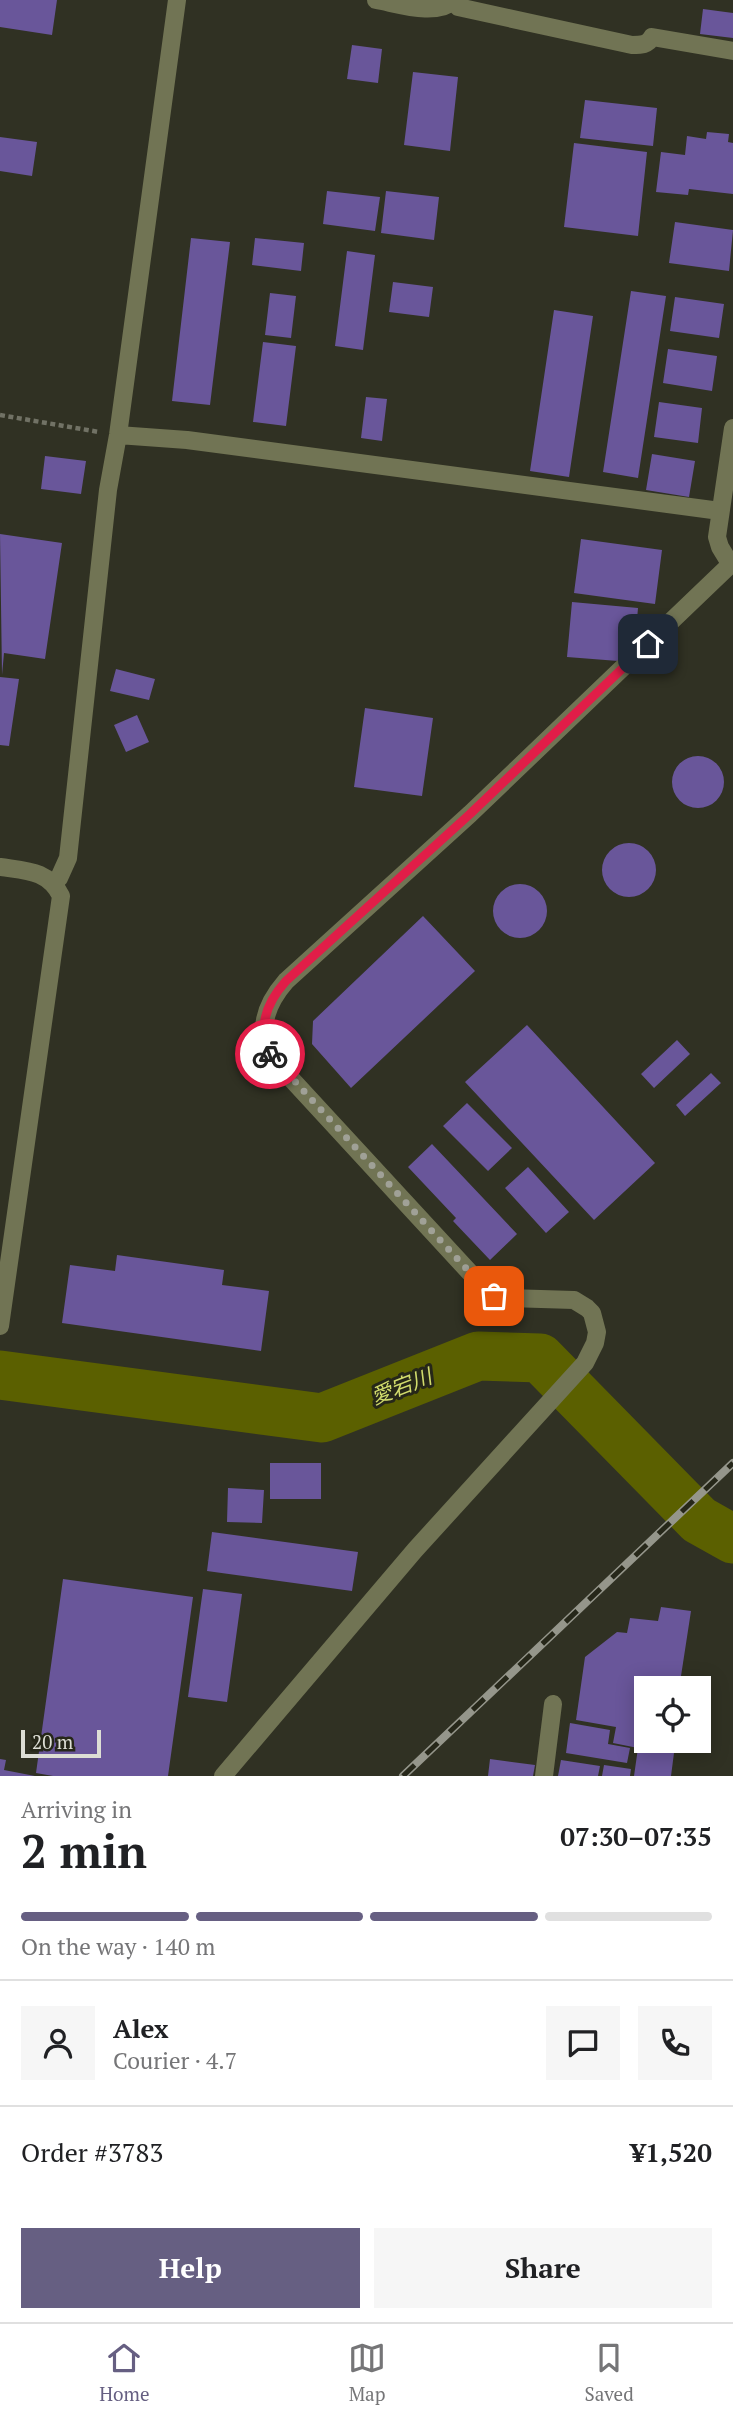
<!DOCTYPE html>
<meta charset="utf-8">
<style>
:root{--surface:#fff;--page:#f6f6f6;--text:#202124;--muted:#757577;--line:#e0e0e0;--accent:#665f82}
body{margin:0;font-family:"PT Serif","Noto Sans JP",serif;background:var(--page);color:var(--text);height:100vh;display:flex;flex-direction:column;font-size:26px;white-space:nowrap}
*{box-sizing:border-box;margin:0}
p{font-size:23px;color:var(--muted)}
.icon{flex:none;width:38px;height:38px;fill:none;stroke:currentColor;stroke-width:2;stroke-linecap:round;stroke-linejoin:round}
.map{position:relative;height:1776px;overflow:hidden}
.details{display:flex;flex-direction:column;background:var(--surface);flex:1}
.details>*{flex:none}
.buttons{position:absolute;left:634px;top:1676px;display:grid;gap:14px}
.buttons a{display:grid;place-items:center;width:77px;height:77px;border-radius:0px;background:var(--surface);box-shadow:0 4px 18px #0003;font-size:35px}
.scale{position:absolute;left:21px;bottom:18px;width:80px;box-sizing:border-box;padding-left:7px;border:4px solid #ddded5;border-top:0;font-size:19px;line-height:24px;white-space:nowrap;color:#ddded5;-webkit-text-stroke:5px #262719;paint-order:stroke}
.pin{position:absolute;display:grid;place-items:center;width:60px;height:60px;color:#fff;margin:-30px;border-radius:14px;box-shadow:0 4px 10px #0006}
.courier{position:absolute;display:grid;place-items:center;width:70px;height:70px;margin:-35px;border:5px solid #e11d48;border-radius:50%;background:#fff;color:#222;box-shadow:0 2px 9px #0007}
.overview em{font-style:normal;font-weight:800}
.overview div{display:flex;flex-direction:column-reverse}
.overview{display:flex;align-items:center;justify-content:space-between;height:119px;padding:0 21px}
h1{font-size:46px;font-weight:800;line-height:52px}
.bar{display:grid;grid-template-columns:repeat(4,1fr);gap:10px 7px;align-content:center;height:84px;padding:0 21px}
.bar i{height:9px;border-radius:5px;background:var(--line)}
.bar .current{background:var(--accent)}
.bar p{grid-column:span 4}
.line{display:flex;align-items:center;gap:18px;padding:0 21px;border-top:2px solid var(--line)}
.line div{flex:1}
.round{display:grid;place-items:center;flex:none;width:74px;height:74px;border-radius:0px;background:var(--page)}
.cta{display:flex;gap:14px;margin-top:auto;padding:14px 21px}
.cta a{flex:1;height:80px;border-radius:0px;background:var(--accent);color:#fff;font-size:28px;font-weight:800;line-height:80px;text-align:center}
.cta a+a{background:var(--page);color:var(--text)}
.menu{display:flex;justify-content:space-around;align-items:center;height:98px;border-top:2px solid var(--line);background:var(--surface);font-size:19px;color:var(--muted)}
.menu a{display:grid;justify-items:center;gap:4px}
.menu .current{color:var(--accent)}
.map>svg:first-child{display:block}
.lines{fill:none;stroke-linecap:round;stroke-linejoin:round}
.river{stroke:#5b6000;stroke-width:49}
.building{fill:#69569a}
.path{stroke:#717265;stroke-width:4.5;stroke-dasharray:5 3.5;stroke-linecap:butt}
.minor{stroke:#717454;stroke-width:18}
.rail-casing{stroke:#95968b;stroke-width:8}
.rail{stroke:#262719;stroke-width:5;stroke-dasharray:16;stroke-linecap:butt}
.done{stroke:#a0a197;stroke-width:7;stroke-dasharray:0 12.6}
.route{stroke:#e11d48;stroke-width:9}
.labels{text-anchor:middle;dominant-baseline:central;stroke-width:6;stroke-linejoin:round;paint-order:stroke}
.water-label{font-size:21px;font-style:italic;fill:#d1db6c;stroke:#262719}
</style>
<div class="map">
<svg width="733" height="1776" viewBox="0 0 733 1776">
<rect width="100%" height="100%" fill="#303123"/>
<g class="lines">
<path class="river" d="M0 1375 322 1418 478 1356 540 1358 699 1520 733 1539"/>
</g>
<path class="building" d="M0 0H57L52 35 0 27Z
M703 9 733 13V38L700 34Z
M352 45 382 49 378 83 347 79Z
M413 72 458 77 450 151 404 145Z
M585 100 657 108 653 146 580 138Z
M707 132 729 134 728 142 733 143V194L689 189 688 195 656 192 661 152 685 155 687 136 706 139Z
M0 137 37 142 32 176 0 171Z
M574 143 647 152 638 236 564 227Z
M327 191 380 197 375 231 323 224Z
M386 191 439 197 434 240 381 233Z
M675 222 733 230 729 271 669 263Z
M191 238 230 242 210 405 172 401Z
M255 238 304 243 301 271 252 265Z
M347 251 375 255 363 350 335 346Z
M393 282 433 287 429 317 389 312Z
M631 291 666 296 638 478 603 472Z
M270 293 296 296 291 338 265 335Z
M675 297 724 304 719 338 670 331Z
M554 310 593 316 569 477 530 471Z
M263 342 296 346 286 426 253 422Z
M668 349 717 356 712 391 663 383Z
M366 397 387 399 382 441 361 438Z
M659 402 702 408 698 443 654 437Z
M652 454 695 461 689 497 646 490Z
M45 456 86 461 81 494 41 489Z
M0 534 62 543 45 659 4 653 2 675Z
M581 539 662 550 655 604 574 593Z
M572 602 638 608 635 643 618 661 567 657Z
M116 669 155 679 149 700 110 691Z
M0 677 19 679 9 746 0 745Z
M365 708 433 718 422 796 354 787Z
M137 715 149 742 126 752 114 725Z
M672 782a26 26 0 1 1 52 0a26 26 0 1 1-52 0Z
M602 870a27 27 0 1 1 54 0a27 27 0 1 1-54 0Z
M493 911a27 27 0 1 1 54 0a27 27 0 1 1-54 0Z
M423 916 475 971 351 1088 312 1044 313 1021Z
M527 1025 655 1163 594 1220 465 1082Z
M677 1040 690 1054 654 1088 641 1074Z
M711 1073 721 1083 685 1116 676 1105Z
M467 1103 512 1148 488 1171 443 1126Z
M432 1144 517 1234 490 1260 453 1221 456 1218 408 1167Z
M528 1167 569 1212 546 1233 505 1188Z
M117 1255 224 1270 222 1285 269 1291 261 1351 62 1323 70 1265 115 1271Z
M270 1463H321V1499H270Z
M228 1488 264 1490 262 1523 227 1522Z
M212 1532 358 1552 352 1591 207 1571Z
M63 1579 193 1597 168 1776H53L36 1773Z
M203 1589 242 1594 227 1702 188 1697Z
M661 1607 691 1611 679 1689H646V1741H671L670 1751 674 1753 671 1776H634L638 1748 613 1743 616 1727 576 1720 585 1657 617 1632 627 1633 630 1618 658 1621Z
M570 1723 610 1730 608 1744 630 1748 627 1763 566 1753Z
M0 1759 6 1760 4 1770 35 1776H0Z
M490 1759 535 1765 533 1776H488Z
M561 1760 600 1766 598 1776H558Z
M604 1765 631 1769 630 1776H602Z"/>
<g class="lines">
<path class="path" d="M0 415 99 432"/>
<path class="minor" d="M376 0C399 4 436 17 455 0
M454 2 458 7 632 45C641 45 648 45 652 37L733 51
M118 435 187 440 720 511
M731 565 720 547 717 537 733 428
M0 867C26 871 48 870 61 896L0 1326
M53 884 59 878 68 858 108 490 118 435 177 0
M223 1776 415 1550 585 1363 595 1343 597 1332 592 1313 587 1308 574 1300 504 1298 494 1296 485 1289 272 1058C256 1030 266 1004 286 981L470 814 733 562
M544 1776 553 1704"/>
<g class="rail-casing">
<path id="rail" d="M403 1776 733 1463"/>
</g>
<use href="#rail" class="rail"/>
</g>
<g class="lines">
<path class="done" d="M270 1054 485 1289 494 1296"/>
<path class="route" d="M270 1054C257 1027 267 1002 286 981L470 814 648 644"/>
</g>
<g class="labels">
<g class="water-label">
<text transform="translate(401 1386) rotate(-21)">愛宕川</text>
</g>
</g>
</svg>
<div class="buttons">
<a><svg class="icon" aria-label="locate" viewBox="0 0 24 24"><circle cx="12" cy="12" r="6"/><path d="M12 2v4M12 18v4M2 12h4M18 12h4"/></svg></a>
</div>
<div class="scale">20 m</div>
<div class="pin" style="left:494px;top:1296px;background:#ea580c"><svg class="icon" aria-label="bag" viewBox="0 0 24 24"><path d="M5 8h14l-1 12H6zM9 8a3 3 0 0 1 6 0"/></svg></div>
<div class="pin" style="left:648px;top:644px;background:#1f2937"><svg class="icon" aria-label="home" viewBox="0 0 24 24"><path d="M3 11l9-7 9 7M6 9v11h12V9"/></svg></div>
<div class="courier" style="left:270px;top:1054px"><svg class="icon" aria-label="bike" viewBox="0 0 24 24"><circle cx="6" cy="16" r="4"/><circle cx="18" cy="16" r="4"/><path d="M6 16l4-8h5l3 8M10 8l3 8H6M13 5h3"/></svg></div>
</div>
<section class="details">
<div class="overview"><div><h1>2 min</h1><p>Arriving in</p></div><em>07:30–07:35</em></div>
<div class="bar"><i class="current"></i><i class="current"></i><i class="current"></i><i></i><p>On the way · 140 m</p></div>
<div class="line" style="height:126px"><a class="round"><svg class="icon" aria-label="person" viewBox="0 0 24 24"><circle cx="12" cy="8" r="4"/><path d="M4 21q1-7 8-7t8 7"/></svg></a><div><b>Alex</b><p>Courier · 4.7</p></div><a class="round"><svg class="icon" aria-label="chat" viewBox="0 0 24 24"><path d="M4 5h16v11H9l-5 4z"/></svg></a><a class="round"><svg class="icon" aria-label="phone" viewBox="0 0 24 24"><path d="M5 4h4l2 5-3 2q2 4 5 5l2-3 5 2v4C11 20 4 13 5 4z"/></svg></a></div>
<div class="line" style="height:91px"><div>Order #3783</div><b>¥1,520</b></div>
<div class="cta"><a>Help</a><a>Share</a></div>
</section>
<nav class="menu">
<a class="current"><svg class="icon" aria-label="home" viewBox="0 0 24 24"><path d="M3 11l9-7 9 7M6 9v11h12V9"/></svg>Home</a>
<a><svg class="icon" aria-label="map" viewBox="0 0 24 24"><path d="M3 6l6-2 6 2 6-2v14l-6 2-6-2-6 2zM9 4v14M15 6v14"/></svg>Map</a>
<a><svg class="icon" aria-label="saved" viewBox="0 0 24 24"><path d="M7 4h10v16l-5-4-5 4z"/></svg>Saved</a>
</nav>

════

[Exercise]
When a line in the listing has the string "overview" in it, return that line.

[Answer space]
.overview em{font-style:normal;font-weight:800}
.overview div{display:flex;flex-direction:column-reverse}
.overview{display:flex;align-items:center;justify-content:space-between;height:119px;padding:0 21px}
<div class="overview"><div><h1>2 min</h1><p>Arriving in</p></div><em>07:30–07:35</em></div>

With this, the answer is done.